20th Century Boys 17Posted: March 13, 2012
Naoki Urasawa – Viz – 2011 – 24 volumes
I’ve fallen a few volumes behind on this series, which is shameful. It’s such a compelling story. I also like that it’s slowly drifted into post-apocalypse territory, but is free of the usual manga stereotypes I associate with these types of stories. Then again, being like other series is not something 20th Century Boys has ever done.
This is a relatively quiet volume, mostly about the living conditions under the new Friends regime again, though the story is building up to some action. What kind of action, I’m not sure. The narrative locates both Kanna and Otcho, though they are not yet together. We learn of an August date for action against the Friends, though it looks like it might be a hopeless exercise. Sanae and her brother Katsuo are still fleeing the government as political dissidents, which is hilarious to me since they are children being chased by a Defense Force wearing gas masks and singing about space aliens. But the Defense Force is no joke, and part of the story is also about how they kill in cold blood. A couple parts of the story are about that, in fact. While this sounds like run-of-the-mill action fodder in theory, the scenes where the Defense Force executes “criminals” are most heartbreaking. Urasawa has done a fine job of writing a modern totalitarian-style environment that doesn’t feel futuristic at all. Somehow, actually, it feels quite old-fashioned, since feudal lord systems also seem to be in place. It’s interesting, though I’m not sure how much more of it we’re going to see.

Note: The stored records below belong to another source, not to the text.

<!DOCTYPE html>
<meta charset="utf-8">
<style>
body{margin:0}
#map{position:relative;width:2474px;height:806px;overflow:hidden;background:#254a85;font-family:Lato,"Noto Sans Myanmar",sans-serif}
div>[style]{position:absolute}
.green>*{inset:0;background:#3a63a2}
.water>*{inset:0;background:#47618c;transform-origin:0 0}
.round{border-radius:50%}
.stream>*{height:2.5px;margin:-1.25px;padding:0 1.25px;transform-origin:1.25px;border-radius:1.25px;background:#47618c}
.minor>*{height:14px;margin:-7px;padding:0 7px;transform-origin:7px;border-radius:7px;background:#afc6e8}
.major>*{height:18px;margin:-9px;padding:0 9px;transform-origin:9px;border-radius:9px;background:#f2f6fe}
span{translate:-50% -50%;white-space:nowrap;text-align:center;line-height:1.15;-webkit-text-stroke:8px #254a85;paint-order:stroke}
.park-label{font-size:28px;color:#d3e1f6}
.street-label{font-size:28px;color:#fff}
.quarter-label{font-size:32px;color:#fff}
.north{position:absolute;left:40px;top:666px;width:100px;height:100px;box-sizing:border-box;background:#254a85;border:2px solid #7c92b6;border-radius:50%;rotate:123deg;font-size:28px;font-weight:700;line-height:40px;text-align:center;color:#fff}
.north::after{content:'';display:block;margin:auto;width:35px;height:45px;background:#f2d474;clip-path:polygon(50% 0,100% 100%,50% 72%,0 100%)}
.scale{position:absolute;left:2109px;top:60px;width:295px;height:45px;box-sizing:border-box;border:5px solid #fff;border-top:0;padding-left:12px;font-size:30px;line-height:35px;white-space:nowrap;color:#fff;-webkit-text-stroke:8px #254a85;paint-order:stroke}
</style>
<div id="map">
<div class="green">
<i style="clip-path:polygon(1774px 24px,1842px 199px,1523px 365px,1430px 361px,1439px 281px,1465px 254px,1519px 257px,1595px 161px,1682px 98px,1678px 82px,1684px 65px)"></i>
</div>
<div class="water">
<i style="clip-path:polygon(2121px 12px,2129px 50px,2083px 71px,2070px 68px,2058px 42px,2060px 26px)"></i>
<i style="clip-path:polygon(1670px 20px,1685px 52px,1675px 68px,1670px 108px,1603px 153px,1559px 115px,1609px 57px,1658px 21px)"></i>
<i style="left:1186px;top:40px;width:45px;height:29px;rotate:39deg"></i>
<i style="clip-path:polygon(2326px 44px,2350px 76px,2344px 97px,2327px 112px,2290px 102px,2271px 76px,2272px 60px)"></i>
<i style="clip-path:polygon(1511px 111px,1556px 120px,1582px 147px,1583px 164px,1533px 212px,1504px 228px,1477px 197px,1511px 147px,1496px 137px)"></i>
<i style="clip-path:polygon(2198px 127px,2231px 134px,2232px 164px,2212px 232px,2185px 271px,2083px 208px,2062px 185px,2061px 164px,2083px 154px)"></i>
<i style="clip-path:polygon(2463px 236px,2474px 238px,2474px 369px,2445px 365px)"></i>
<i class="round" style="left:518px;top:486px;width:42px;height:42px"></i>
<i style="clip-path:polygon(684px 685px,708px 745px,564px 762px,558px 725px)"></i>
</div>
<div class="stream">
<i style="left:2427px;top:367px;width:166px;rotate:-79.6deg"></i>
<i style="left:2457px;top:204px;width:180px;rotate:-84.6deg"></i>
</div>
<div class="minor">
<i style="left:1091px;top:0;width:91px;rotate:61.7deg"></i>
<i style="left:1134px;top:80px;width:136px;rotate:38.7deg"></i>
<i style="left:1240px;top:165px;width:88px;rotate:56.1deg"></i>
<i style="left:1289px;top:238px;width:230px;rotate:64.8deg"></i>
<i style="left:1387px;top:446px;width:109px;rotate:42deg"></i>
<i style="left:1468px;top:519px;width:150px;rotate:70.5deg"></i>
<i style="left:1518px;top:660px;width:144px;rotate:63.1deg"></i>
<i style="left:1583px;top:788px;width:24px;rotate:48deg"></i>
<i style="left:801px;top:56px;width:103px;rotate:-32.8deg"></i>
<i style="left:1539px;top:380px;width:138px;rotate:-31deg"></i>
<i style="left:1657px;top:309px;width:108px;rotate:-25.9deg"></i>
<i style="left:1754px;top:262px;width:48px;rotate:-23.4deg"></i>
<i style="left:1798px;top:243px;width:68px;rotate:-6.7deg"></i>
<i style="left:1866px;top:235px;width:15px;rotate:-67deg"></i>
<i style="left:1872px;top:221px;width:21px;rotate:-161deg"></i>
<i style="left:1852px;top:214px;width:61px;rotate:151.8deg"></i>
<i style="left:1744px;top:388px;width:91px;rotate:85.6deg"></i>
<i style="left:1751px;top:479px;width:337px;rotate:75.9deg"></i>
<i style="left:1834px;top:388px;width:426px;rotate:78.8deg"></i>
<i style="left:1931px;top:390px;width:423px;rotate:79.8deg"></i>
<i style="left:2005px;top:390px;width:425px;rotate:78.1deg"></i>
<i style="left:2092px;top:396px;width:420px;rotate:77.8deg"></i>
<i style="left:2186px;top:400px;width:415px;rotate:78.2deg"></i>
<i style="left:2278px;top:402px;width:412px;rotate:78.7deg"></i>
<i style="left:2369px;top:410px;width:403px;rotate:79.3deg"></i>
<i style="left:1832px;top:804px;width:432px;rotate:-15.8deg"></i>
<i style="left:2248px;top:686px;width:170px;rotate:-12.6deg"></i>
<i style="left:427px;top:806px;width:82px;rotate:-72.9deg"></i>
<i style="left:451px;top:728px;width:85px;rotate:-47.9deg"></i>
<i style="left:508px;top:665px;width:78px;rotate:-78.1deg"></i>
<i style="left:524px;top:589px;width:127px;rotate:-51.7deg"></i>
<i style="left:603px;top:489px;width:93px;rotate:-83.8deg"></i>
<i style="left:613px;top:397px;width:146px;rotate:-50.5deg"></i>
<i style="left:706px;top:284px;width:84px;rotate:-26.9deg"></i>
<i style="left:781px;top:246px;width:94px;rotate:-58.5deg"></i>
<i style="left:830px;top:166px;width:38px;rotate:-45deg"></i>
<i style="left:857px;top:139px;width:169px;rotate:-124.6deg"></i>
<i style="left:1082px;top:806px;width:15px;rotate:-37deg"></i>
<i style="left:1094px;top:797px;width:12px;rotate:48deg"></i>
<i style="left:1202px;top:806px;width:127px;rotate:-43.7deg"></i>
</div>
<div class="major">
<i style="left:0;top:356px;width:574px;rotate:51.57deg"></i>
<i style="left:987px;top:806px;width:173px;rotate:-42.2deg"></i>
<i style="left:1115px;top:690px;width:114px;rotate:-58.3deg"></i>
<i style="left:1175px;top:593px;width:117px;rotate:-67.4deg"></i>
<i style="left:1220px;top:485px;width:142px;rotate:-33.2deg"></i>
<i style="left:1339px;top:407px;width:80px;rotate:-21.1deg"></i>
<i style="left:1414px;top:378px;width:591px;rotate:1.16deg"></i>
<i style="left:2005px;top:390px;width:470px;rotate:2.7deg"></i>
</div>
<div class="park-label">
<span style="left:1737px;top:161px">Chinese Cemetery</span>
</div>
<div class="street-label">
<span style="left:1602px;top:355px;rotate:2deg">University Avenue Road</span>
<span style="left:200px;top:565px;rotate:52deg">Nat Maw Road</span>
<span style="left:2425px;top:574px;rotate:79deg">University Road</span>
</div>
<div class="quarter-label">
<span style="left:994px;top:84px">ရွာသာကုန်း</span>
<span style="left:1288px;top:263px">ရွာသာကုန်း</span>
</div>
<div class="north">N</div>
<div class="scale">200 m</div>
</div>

We also learn about Otcho’s years outside Tokyo, and how the “quarantined” citizens that were exiled after the virus outbreak live. Most of these people were arbitrarily shipped out to the country, and none of them are actually infected. Nonetheless, what looks like a group of people trying to cope and do the best they can among one another turns ugly whenever a vaccine shows up in a town. This neighbor-against-neighbor desperation violence even upsets the stoic Otcho.
The end of the volume, though. I’m not sure how, but frequently these books save the best for last. Koizumi reappears, and she re-discovers her boy band crush from the pre-Friend days. He’s singing a song. A song that he didn’t write, but claims someone taught him one night at the intersection in Nishi-Nippori. You know. A crossroads. The stranger’s name? Akuma.

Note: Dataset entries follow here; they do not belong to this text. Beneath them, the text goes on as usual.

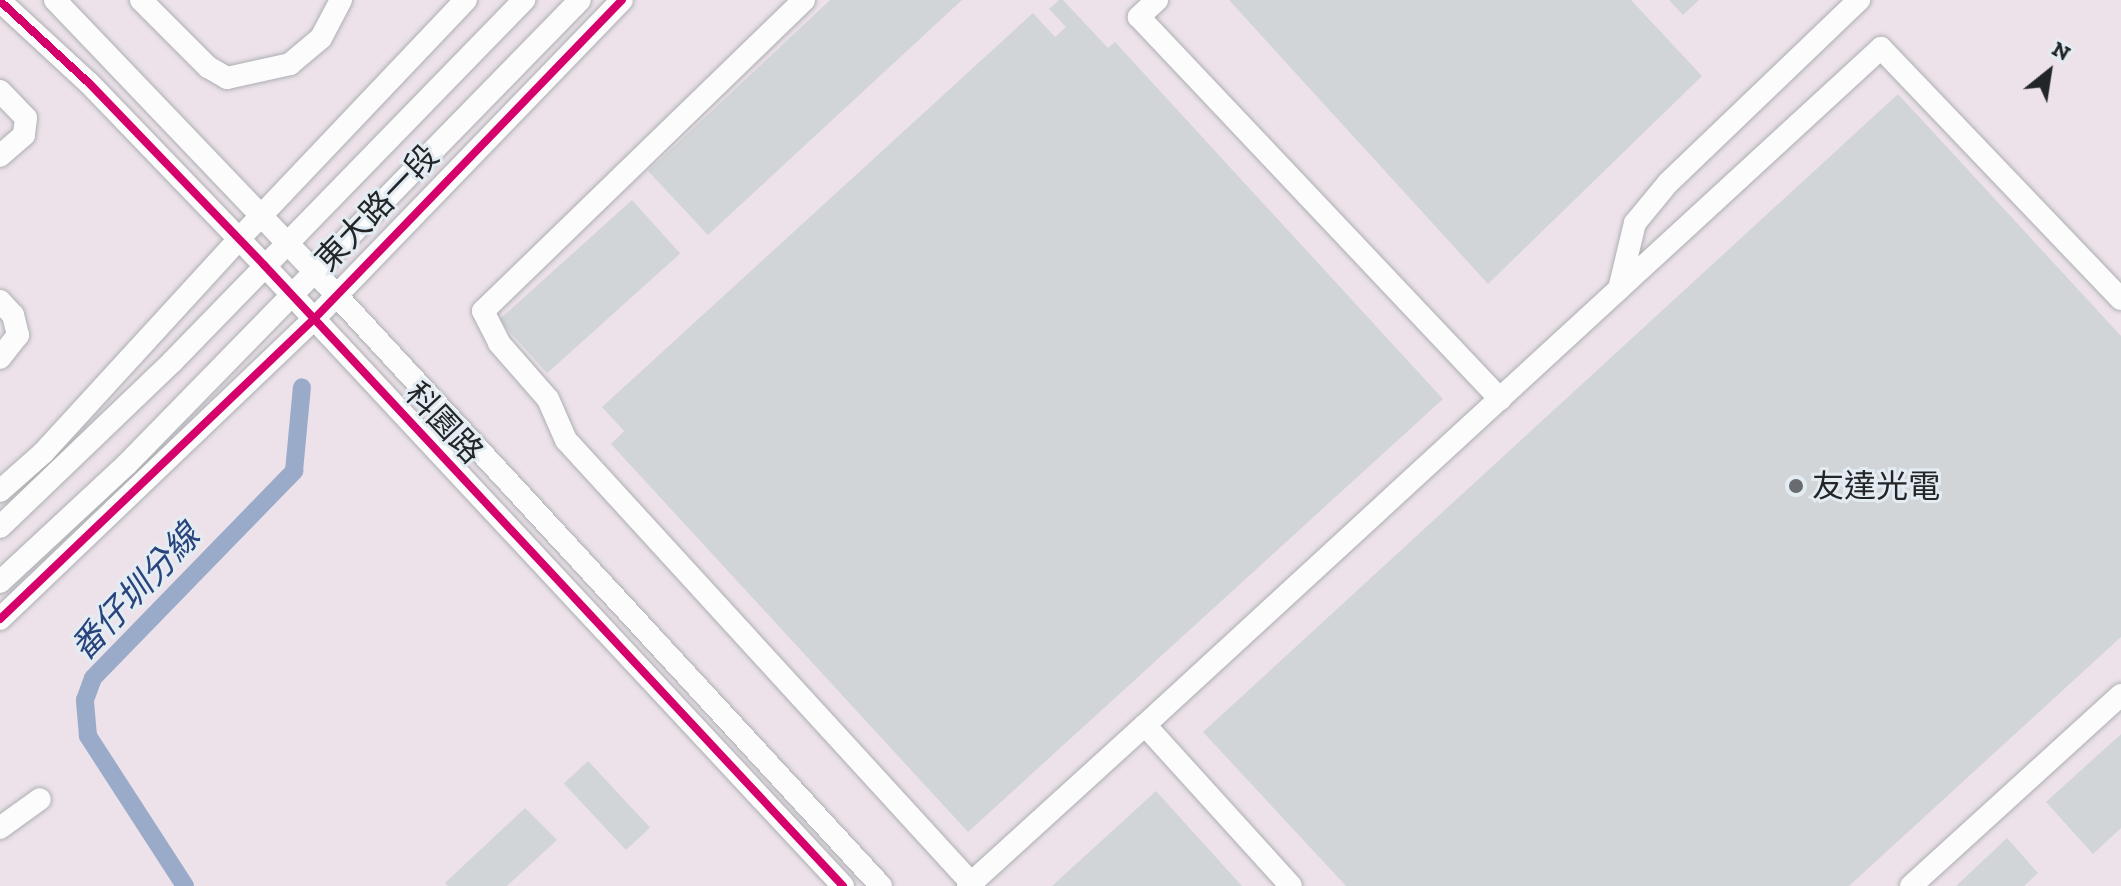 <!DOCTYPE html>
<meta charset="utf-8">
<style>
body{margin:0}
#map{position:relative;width:2121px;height:886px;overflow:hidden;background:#e8ecf0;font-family:"Zilla Slab","Noto Sans TC",serif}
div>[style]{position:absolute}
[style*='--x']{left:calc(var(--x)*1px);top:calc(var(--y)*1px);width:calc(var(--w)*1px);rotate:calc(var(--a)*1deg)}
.industrial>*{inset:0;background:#ede2ea;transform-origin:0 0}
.canal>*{height:18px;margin:-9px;padding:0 9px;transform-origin:9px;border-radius:9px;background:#9aabca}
.building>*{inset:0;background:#d2d5d8;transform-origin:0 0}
.roads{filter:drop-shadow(0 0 2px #acafb2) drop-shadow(0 0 2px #acafb2)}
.minor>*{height:22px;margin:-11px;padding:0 11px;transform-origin:11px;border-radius:11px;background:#fcfcfd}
.cycleway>*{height:8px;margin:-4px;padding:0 4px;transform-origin:4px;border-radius:4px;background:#d6006c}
.dots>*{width:22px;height:22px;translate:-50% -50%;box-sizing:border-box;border:4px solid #e4ecf3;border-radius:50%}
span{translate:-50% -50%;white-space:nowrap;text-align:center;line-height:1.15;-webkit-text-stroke:6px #e4ecf3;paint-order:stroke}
.street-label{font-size:32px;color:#232629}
.poi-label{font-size:32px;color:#232629}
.left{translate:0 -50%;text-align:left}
.water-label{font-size:34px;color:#29447c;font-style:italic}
.north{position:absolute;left:2009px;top:32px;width:80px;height:80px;-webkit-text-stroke:6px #e4ecf3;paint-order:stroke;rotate:30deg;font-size:22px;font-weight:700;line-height:32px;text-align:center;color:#232629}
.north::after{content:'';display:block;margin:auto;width:28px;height:36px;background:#232629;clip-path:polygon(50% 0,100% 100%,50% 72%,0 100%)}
</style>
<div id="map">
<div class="industrial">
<i style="left:0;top:0;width:2121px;height:886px"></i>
</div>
<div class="canal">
<i style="--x:185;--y:886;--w:179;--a:-122.9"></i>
<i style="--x:88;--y:736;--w:36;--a:-95"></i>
<i style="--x:85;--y:700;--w:23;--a:-70"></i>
<i style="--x:93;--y:678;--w:289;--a:-45.8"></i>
<i style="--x:294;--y:471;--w:84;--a:-84.6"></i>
</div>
<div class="building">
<i style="clip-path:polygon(830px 0,962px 0,708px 235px,648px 171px)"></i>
<i style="clip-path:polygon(1059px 0,1063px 0,1108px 48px,1115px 42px,1443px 399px,968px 832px,611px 444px,624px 431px,602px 407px,1033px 13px,1055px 37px,1066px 27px,1049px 9px)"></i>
<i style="clip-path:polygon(1229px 0,1631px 0,1702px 76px,1488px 284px)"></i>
<i style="clip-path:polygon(1669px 0,1699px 0,1683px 15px)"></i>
<i style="clip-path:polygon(1898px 94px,2121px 336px,2121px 637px,1849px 886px,1346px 886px,1203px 732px)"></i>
<i style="left:632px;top:200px;width:72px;height:179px;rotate:48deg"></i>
<i style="clip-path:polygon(2121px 734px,2121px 828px,2093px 854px,2046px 802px)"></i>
<i style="left:588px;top:761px;width:91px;height:33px;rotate:47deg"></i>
<i style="clip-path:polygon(1156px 791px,1242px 886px,1052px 886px)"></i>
<i style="clip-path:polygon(525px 808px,557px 840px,507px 886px,448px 886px,445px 883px)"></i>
<i style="clip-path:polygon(2007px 838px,2038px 873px,2024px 886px,1956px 886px)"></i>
</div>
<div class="roads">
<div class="minor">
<i style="--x:55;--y:0;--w:376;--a:46.3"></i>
<i style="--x:315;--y:272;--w:835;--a:47.33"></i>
<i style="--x:141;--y:0;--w:95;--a:45"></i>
<i style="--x:208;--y:67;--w:22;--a:30"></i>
<i style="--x:227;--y:78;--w:65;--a:-12.5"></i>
<i style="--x:290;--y:64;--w:40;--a:-40"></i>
<i style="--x:321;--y:38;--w:43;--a:-62.2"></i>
<i style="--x:804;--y:0;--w:447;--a:135.9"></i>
<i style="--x:483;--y:311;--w:36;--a:63"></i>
<i style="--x:499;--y:343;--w:74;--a:48.8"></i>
<i style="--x:548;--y:399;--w:45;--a:66.3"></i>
<i style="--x:566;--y:440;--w:604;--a:47.55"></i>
<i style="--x:1157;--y:0;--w:25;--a:137"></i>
<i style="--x:1139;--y:17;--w:526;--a:46.62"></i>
<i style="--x:0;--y:1;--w:121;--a:42.7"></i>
<i style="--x:89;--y:83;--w:252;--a:46.1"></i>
<i style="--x:264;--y:265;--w:849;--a:47"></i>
<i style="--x:0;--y:91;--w:37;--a:46"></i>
<i style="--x:26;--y:118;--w:17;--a:97"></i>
<i style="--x:24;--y:135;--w:32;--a:139"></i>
<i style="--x:1619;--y:289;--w:68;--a:-76.4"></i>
<i style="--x:1635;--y:223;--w:52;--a:-50.5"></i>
<i style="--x:1668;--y:183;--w:265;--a:-43.8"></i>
<i style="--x:0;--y:301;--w:19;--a:47"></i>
<i style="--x:13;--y:315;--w:21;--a:76"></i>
<i style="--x:18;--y:335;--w:29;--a:128"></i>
<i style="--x:0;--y:491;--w:57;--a:-41.5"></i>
<i style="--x:43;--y:453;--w:289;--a:-47.5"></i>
<i style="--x:238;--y:240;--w:331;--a:-46.5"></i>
<i style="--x:0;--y:527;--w:240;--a:-43.8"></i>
<i style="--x:173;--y:361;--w:504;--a:-45.8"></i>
<i style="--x:0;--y:582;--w:173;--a:-42.9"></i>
<i style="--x:127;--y:464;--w:648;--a:-45.69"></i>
<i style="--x:0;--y:619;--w:434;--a:-43.7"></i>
<i style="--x:314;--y:319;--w:443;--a:-46"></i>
<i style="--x:1145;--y:725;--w:1000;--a:-42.61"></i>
<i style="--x:1881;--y:48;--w:347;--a:46.3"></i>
<i style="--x:0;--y:828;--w:49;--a:-35.9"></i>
<i style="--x:968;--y:886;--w:239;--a:-42.3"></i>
<i style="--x:1145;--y:725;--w:217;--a:47.8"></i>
<i style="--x:1911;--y:886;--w:284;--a:-42.3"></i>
</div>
</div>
<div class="cycleway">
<i style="--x:0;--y:1;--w:121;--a:42.7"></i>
<i style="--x:89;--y:83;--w:252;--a:46.1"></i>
<i style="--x:264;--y:265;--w:849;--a:47"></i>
<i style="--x:0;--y:619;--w:434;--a:-43.7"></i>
<i style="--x:314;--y:319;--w:443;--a:-46"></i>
</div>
<div class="dots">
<i style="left:1796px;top:486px;background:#686b6f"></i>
</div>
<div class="street-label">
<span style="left:377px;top:208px;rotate:-46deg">東大路一段</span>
<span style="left:444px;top:423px;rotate:47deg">科園路</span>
</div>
<div class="poi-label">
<span class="left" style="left:1812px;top:486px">友達光電</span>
</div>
<div class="water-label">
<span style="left:135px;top:592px;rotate:-47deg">番仔圳分線</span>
</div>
<div class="north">N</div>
</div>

Excellent. The story hams this up just about as much as it possibly can, and I love every page of it. I suspect this particular plot point won’t actually be relevant for some time. But the song in question is an anthem for the resistance, even without the presence of the original performer.
What I like best about this series, though, is that it isn’t really overly-complicated. I didn’t really care for Monster much because, though I read the whole thing straight through when all the volumes were out, I still had trouble keeping track of all the side-characters and subplots, and that was so important to that series. There’s a lot of stuff going on in 20th Century Boys, but it doesn’t overwhelm. Most of it is fairly organic, and isn’t that far removed from the most major events in the series. Every single detail doesn’t stick in my memory, but all of it relates back to something big I do remember, and it falls into place after that.
Part of it, too, might just be that all the stuff going on is so crazy in the context of a relatively serious and grounded storyline. There’s nothing that unusual about the dystopian society or the dissidents in 20th Century Boys. What is noteworthy is that the organization is called the Friends, and that they rose to power based on a children’s game of make-believe from the 70s. 20th Century Boys makes you believe that the Friends really could have come into power by building a crappy giant robot that they rampaged through the city with. And it’s more than believable when the Friend “comes back to life” and saves the Pope. It’s the over-the-top details like those in the serious and well-written context that makes 20th Century Boys special.